The teen said there was no EpiPen immediately administered and no immediate call to 911. Arianna called her father, who's a physician's assistant, and he raced to the school.

"I said this is an anaphylactic shock," father Daniel Varghese said. "She takes it from my hand, then injects it into Ari."

"What was going on in the mind of the nurse, of the adults around her when she was saying, 'I can't breathe,'" mother Pinky Varghese said.

The school released a statement on Tuesday that said the nurse, "acted immediately."

"The nurse began evaluating the student's vitals, asked questions to assess what care was needed, began treatment for an allergic reaction including the administration of Benadryl and a non-patient-specific Epi-Pen, and contacted the student's parents and first responders," the statement read. "From the time the nurse was called and began treating the child to the time first responders arrived, approximately 15 minutes had passed. We are thankful that our student has recovered and returned to school."

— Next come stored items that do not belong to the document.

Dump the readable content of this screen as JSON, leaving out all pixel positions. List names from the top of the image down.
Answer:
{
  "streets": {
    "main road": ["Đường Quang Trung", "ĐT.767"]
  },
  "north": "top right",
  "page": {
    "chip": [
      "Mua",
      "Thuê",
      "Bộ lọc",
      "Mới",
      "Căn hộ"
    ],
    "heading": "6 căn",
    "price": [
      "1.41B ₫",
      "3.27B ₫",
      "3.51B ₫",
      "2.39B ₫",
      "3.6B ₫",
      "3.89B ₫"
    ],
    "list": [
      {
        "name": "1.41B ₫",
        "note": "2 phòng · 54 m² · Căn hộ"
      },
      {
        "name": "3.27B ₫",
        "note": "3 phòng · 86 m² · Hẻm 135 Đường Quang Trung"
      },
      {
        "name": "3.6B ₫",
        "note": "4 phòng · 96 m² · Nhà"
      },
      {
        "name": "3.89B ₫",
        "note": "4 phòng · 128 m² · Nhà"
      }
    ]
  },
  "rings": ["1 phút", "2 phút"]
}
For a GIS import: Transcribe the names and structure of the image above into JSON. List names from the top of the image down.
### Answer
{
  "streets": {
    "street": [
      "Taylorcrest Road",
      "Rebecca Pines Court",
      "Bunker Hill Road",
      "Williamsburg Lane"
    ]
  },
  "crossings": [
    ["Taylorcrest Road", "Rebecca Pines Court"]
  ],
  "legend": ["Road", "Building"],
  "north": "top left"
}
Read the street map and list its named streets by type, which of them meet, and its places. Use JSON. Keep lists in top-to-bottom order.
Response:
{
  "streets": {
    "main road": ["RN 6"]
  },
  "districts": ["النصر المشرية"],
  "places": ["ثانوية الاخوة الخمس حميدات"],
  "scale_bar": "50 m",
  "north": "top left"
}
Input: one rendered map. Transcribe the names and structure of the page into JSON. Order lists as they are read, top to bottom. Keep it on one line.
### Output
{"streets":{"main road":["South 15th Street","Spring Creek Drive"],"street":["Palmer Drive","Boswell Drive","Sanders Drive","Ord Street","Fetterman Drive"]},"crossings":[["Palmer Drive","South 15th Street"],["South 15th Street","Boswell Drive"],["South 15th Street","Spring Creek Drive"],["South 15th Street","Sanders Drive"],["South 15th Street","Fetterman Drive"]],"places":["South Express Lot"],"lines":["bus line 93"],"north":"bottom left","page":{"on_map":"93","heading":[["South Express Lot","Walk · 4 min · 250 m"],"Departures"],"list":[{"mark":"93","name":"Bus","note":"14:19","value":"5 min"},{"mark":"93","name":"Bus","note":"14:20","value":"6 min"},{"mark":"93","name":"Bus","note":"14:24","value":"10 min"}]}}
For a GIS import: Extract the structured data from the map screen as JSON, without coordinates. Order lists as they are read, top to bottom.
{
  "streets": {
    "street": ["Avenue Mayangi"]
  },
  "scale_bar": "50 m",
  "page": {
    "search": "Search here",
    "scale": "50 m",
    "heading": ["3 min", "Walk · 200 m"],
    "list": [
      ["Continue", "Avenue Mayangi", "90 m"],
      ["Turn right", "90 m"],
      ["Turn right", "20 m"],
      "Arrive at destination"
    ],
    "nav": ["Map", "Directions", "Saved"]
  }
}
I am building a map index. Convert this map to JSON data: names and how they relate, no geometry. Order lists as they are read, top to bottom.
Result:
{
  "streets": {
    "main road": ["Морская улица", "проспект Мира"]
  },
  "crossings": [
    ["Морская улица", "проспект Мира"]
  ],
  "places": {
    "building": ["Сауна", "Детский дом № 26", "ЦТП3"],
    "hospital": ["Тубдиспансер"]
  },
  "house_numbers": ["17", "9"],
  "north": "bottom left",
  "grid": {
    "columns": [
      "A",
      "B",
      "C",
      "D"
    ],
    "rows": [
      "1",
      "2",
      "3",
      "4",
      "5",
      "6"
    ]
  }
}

But the Varghese family believes the school officials were far more preoccupied with doubt about what Arianna might not be telling them instead of what she was telling them.

"They were going through her bag, searching for drugs," Daniel said. "I want people to take accountability for what they didn't do."

Meanwhile, Arianna's father believes it was more like 40 minutes, total time, before she was treated.

Arianna received two EpiPens and four hours of I-V fluids at Huntington Hospital before she felt better, according to the family.